---- SOURCE MATERIAL
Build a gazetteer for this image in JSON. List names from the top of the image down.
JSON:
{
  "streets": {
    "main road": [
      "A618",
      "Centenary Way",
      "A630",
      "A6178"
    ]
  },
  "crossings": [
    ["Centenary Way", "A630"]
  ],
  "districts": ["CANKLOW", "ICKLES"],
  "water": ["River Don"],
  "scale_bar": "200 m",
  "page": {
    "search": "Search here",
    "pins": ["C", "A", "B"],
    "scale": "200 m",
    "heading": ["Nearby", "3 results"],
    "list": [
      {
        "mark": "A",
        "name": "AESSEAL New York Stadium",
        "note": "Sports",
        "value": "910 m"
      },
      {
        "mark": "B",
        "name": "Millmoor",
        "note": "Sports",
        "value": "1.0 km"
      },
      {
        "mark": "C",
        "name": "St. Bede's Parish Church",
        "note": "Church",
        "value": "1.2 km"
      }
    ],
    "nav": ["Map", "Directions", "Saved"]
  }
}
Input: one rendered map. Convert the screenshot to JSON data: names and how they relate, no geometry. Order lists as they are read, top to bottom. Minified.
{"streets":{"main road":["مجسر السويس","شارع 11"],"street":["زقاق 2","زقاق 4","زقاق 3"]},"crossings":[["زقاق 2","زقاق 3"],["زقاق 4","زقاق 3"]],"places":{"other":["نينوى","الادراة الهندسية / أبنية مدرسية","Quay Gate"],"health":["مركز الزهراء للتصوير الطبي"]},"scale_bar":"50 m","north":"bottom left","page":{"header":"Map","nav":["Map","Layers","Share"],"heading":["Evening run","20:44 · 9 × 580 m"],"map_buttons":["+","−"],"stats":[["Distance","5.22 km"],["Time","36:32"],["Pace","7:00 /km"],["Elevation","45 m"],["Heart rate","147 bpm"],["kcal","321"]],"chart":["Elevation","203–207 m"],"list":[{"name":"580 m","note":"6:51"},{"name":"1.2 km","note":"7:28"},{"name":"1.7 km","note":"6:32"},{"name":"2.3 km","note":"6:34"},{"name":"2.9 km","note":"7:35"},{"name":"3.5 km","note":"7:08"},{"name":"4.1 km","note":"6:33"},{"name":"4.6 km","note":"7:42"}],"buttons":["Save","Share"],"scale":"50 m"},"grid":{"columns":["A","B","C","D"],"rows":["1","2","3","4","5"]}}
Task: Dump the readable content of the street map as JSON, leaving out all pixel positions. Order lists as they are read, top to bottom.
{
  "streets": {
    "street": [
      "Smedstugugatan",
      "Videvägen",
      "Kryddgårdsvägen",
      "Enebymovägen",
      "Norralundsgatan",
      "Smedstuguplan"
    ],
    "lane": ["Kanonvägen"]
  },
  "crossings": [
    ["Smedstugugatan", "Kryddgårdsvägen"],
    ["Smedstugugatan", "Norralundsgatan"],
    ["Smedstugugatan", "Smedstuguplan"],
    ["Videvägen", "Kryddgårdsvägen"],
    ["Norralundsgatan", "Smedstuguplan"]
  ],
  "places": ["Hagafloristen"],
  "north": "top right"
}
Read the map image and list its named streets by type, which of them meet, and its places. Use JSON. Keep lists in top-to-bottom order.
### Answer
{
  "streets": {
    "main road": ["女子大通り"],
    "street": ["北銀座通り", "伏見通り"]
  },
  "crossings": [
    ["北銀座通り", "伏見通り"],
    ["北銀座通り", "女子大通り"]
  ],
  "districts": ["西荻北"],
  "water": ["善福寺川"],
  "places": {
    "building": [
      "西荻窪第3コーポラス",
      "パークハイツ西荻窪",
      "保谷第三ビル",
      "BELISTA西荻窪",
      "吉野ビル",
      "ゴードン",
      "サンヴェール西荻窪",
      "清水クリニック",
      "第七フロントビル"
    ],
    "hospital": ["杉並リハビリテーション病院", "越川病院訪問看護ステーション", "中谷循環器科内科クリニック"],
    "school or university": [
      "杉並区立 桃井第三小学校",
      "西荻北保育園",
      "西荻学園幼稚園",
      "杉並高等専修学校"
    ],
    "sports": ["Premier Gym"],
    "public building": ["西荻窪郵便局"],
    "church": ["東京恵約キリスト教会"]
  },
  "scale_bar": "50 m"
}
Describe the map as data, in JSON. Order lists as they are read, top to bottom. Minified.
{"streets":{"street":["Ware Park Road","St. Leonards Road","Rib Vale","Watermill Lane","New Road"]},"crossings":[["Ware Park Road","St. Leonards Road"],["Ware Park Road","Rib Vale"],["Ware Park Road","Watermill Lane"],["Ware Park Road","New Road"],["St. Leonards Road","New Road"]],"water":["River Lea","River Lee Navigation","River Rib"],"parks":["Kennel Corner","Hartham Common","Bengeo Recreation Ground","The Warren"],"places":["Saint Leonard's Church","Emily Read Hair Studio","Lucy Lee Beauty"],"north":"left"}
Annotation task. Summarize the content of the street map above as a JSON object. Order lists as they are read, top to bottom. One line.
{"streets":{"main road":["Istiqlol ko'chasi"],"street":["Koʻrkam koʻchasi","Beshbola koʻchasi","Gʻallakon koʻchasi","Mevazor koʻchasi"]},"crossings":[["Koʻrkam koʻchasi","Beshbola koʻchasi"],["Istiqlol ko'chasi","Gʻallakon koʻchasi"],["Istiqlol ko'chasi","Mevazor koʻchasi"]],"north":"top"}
--------
Tally the lines above containing "image". Number only.

2